St. Olaf College's theme for Women's History Month is "Women in Politics." The featured guest speaker was Sarah Weddington, the attorney who, in 1973, argued the winning side of Roe vs. Wade before the United States Supreme Court. This decision significantly influenced women's reproductive rights by overturning the Texas interpretation of abortion law and making abortion legal in the United States.

The Roe vs. Wade decision held that a woman, with her doctor, could choose abortion in earlier months of pregnancy without restriction, and with restrictions in later months, based on the right to privacy. It invalidated all state laws limiting women's access to abortions during the first trimester of pregnancy based on the Ninth Amendment to the United States Constitution, a part of the Bill of Rights. The Court's decision in this case was that the Ninth Amendment, "the enumeration in the Constitution, of certain rights, shall not be construed to deny or disparage others retained by the people," protected a person's right to privacy.

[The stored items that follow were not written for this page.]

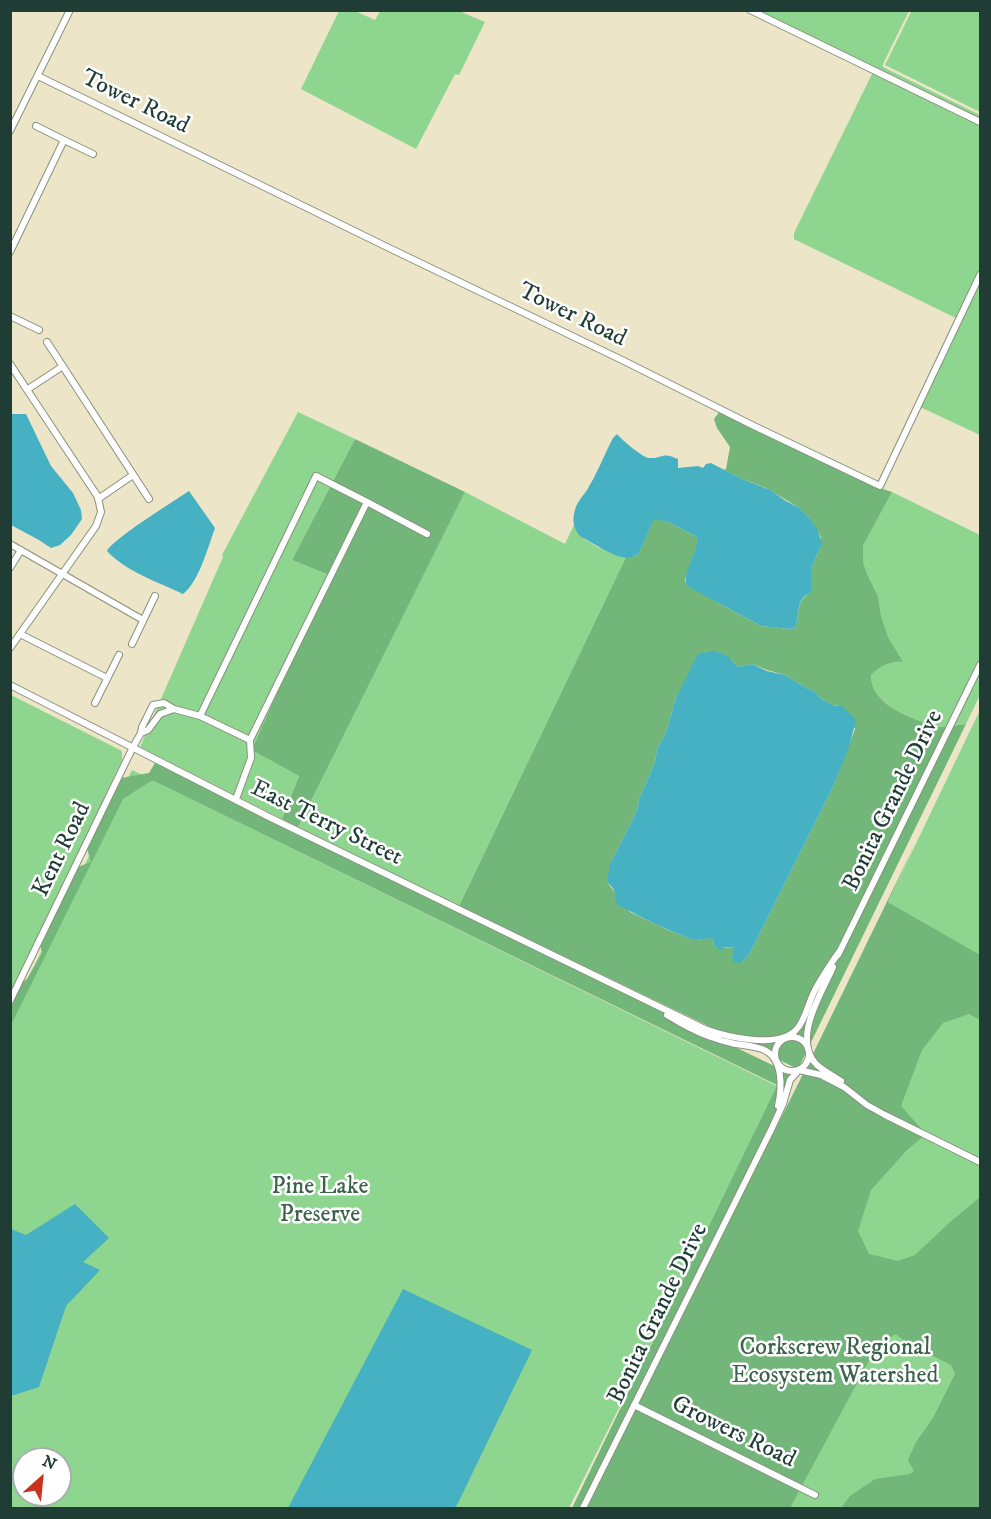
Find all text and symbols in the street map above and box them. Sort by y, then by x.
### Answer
street label: Tower Road [76,65,194,141]
street label: Tower Road [513,278,631,354]
street label: Bonita Grande Drive [838,706,950,896]
street label: East Terry Street [246,775,406,873]
street label: Kent Road [28,798,98,902]
park label: Pine Lake Preserve [272,1174,368,1230]
street label: Bonita Grande Drive [603,1219,715,1409]
park label: Corkscrew Regional Ecosystem Watershed [732,1335,938,1391]
street label: Growers Road [666,1391,800,1475]
north arrow [12,1447,72,1507]
text: N [39,1451,60,1475]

The alias "Jane Roe" was used for Norma McCorvey, on whose behalf the suit was originally filed, alleging that the abortion law in Texas violated her constitutional rights and the rights of other women. The defendant was the district attorney of Dallas County, Texas, Henry B. Wade. Sarah Weddington and Linda Coffee were the plaintiff's lawyers. John Tolle, Jay Floyd and Robert Flowers were the defendant's lawyers. Those on the Supreme Court in support of the Roe vs. Wade decision were: Harry Blackmun, William J. Brennan, Chief Justice Warren Burger, William O. Douglas, Thurgood Marshall, Lewis Powell and Potter Stewart. Those in the dissent were William Rehnquist and Byron White.

Although abortion has been legal for more than 30 years, the Roe vs. Wade decision is currently in jeopardy of being overturned by the Bush administration. Weddington divulged her personal fears about the decision being overturned by the court on any grounds. She stated that the damage will be long lasting and many women will suffer. Currently, there is a big effort by those opposed to abortion to give the fetus rights. Recent Bush administration regulations want to declare that a fetus is a child under the government's State Children's Health Insurance Program. This change would refute one of Weddington's arguments in Roe vs. Wade that the government has never treated the fetus as a person.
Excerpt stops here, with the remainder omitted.